- Opening Delimiter -

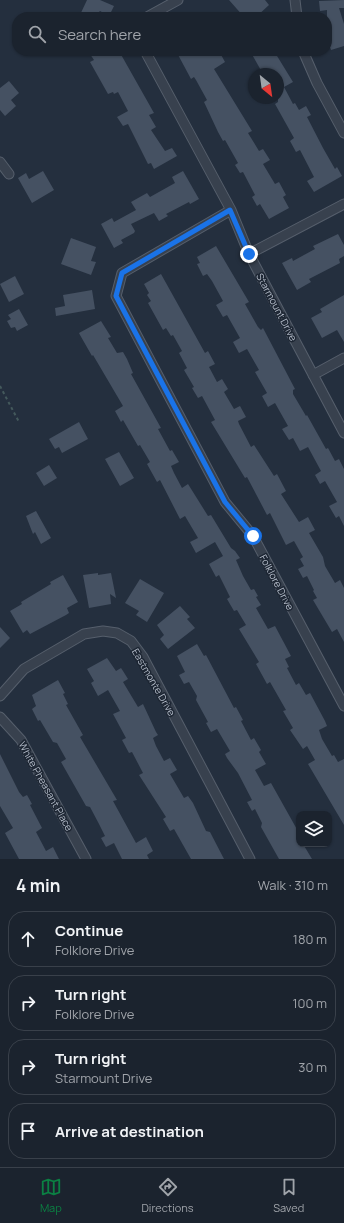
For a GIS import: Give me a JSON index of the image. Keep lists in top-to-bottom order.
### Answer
{
  "streets": {
    "street": [
      "Starmount Drive",
      "Folklore Drive",
      "Eastmonte Drive",
      "White Pheasant Place"
    ]
  },
  "crossings": [
    ["Starmount Drive", "Folklore Drive"]
  ],
  "north": "bottom right",
  "page": {
    "search": "Search here",
    "heading": ["4 min", "Walk · 310 m"],
    "list": [
      ["Continue", "Folklore Drive", "180 m"],
      ["Turn right", "Folklore Drive", "100 m"],
      ["Turn right", "Starmount Drive", "30 m"],
      "Arrive at destination"
    ],
    "nav": ["Map", "Directions", "Saved"]
  }
}
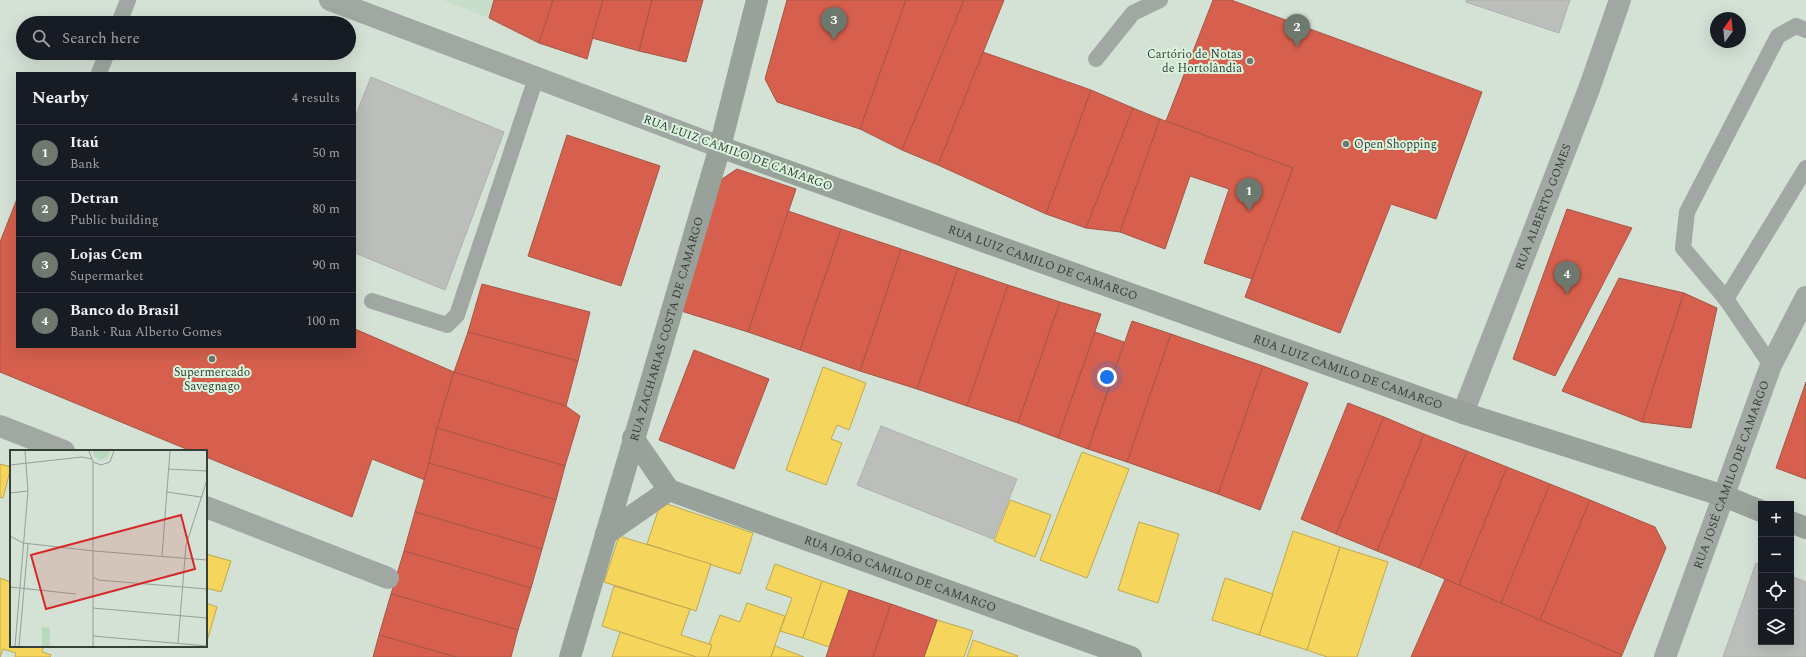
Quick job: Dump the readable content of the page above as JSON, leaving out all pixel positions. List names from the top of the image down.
{
  "streets": {
    "main road": ["RUA LUIZ CAMILO DE CAMARGO", "RUA ZACHARIAS COSTA DE CAMARGO", "RUA JOÃO CAMILO DE CAMARGO"],
    "street": ["RUA ALBERTO GOMES", "RUA JOSÉ CAMILO DE CAMARGO"]
  },
  "crossings": [
    ["RUA LUIZ CAMILO DE CAMARGO", "RUA ALBERTO GOMES"],
    ["RUA LUIZ CAMILO DE CAMARGO", "RUA ZACHARIAS COSTA DE CAMARGO"],
    ["RUA LUIZ CAMILO DE CAMARGO", "RUA JOSÉ CAMILO DE CAMARGO"]
  ],
  "places": ["Cartório de Notas de Hortolândia", "Open Shopping", "Supermercado Savegnago"],
  "north": "top",
  "page": {
    "pins": [
      "3",
      "2",
      "1",
      "4"
    ],
    "search": "Search here",
    "heading": ["Nearby", "4 results"],
    "list": [
      {
        "mark": "1",
        "name": "Itaú",
        "note": "Bank",
        "value": "50 m"
      },
      {
        "mark": "2",
        "name": "Detran",
        "note": "Public building",
        "value": "80 m"
      },
      {
        "mark": "3",
        "name": "Lojas Cem",
        "note": "Supermarket",
        "value": "90 m"
      },
      {
        "mark": "4",
        "name": "Banco do Brasil",
        "note": "Bank · Rua Alberto Gomes",
        "value": "100 m"
      }
    ],
    "map_buttons": ["+", "−"]
  }
}
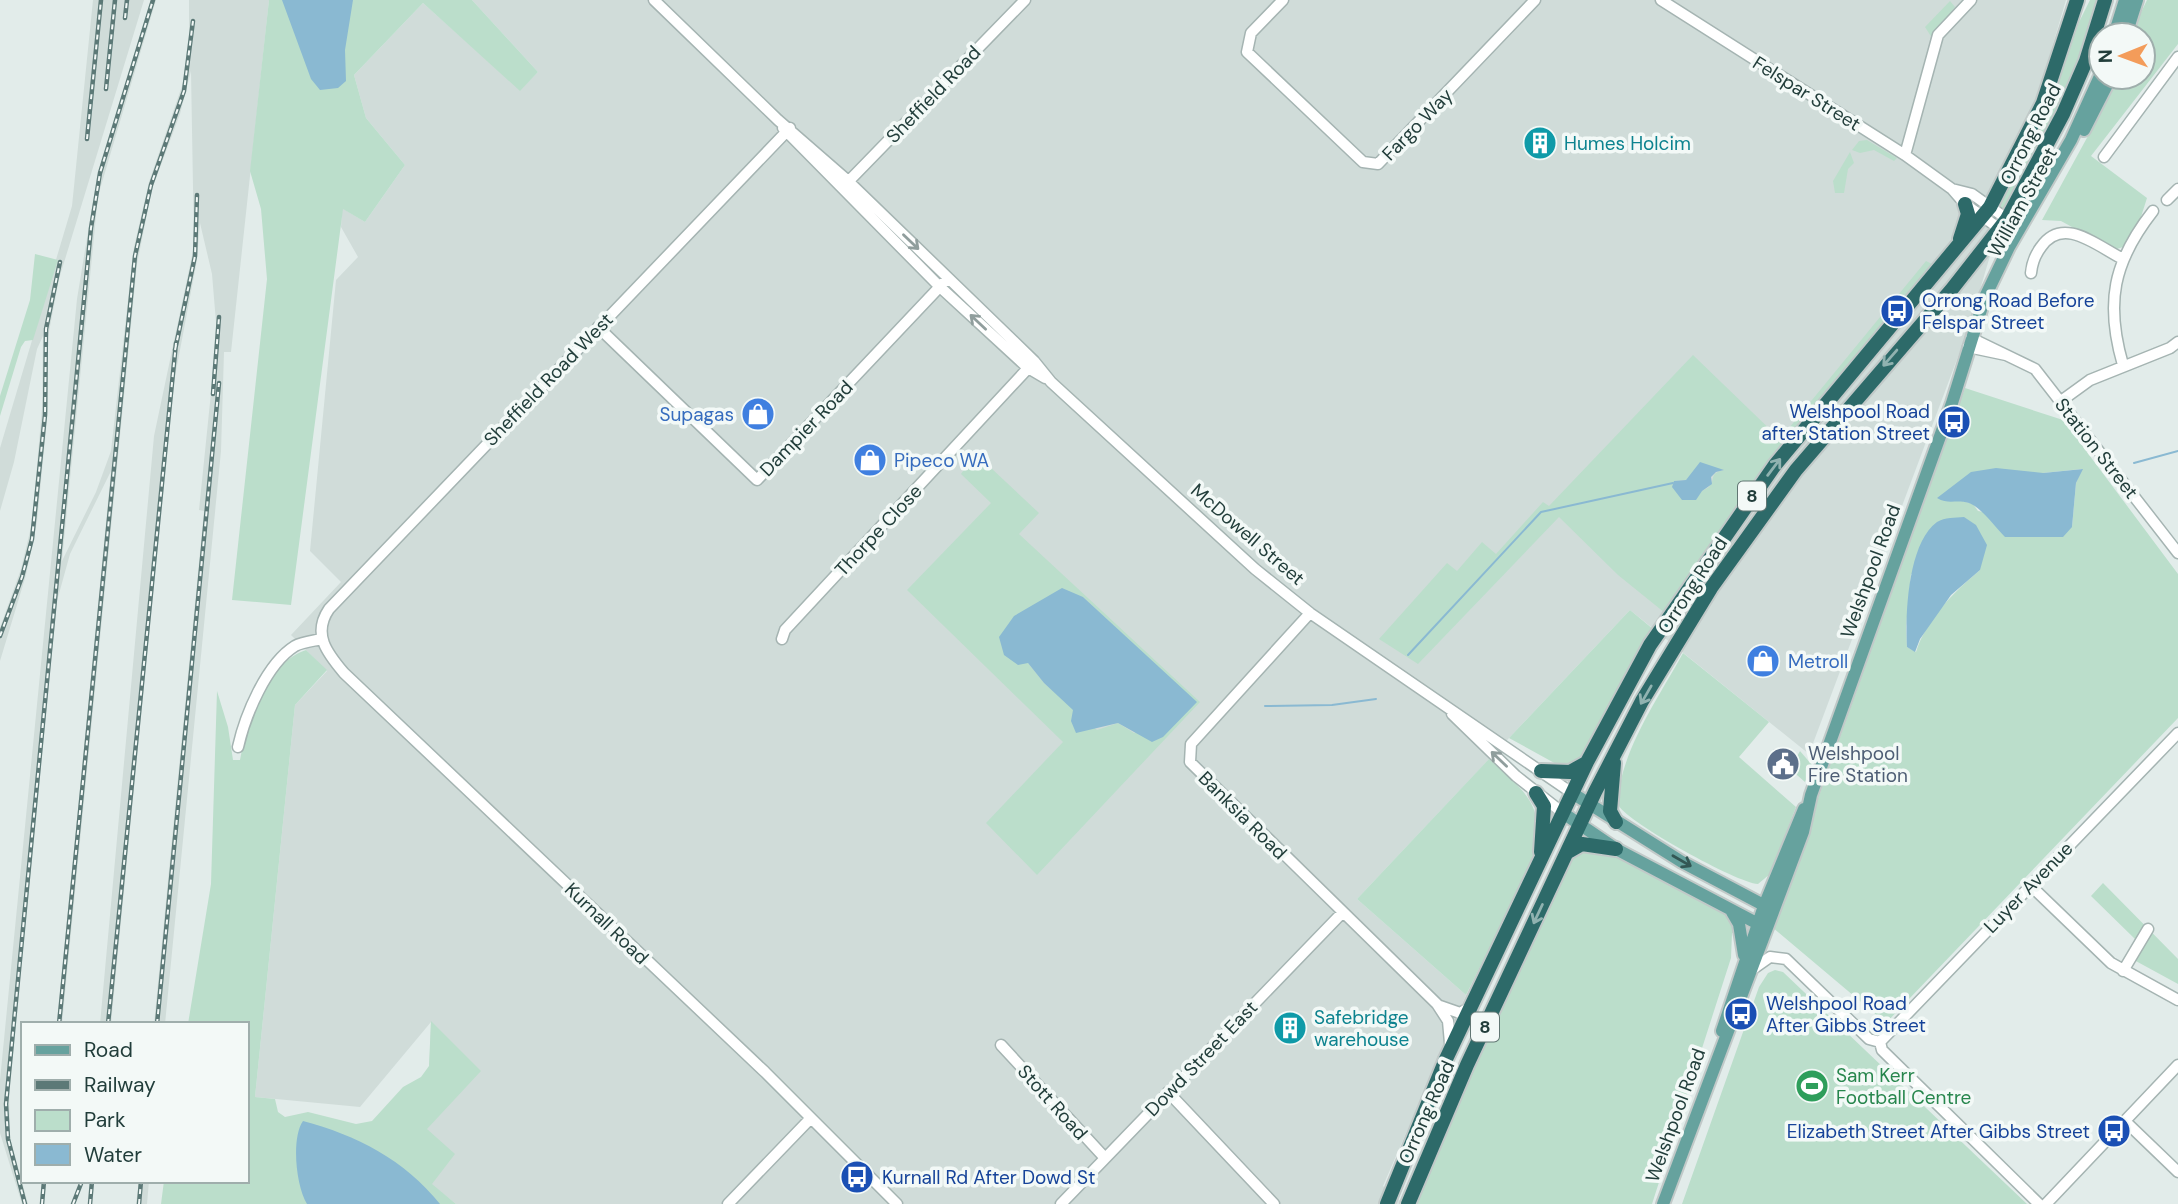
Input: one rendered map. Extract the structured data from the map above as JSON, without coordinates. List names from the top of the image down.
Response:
{
  "streets": {
    "highway": ["Orrong Road", "8"],
    "main road": ["William Street", "McDowell Street", "Welshpool Road"],
    "street": [
      "Felspar Street",
      "Sheffield Road",
      "Fargo Way",
      "Sheffield Road West",
      "Dampier Road",
      "Station Street",
      "Thorpe Close",
      "Banksia Road",
      "Luyer Avenue",
      "Kurnall Road",
      "Dowd Street East",
      "Stott Road"
    ]
  },
  "crossings": [
    ["Felspar Street", "Orrong Road"],
    ["Sheffield Road", "McDowell Street"],
    ["Orrong Road", "McDowell Street"],
    ["Orrong Road", "Banksia Road"],
    ["William Street", "Station Street"],
    ["William Street", "Welshpool Road"],
    ["Sheffield Road West", "Dampier Road"],
    ["Sheffield Road West", "McDowell Street"],
    ["Sheffield Road West", "Kurnall Road"],
    ["Dampier Road", "McDowell Street"],
    ["Station Street", "Welshpool Road"],
    ["Thorpe Close", "McDowell Street"],
    ["McDowell Street", "Welshpool Road"],
    ["McDowell Street", "Banksia Road"],
    ["Banksia Road", "Dowd Street East"],
    ["Dowd Street East", "Stott Road"]
  ],
  "places": {
    "building": ["Humes Holcim", "Safebridge warehouse"],
    "bus stop": [
      "Orrong Road Before Felspar Street",
      "Welshpool Road after Station Street",
      "Welshpool Road After Gibbs Street",
      "Elizabeth Street After Gibbs Street",
      "Kurnall Rd After Dowd St"
    ],
    "shop": ["Supagas", "Pipeco WA", "Metroll"],
    "public building": ["Welshpool Fire Station"],
    "sports": ["Sam Kerr Football Centre"]
  },
  "legend": [
    "Road",
    "Railway",
    "Park",
    "Water"
  ],
  "north": "left"
}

- Closing Delimiter -

EXERCISE => Return the lines of the listing where the string "Folklore" appears.

REPLY =>
      "Folklore Drive",
    ["Starmount Drive", "Folklore Drive"]
      ["Continue", "Folklore Drive", "180 m"],
      ["Turn right", "Folklore Drive", "100 m"],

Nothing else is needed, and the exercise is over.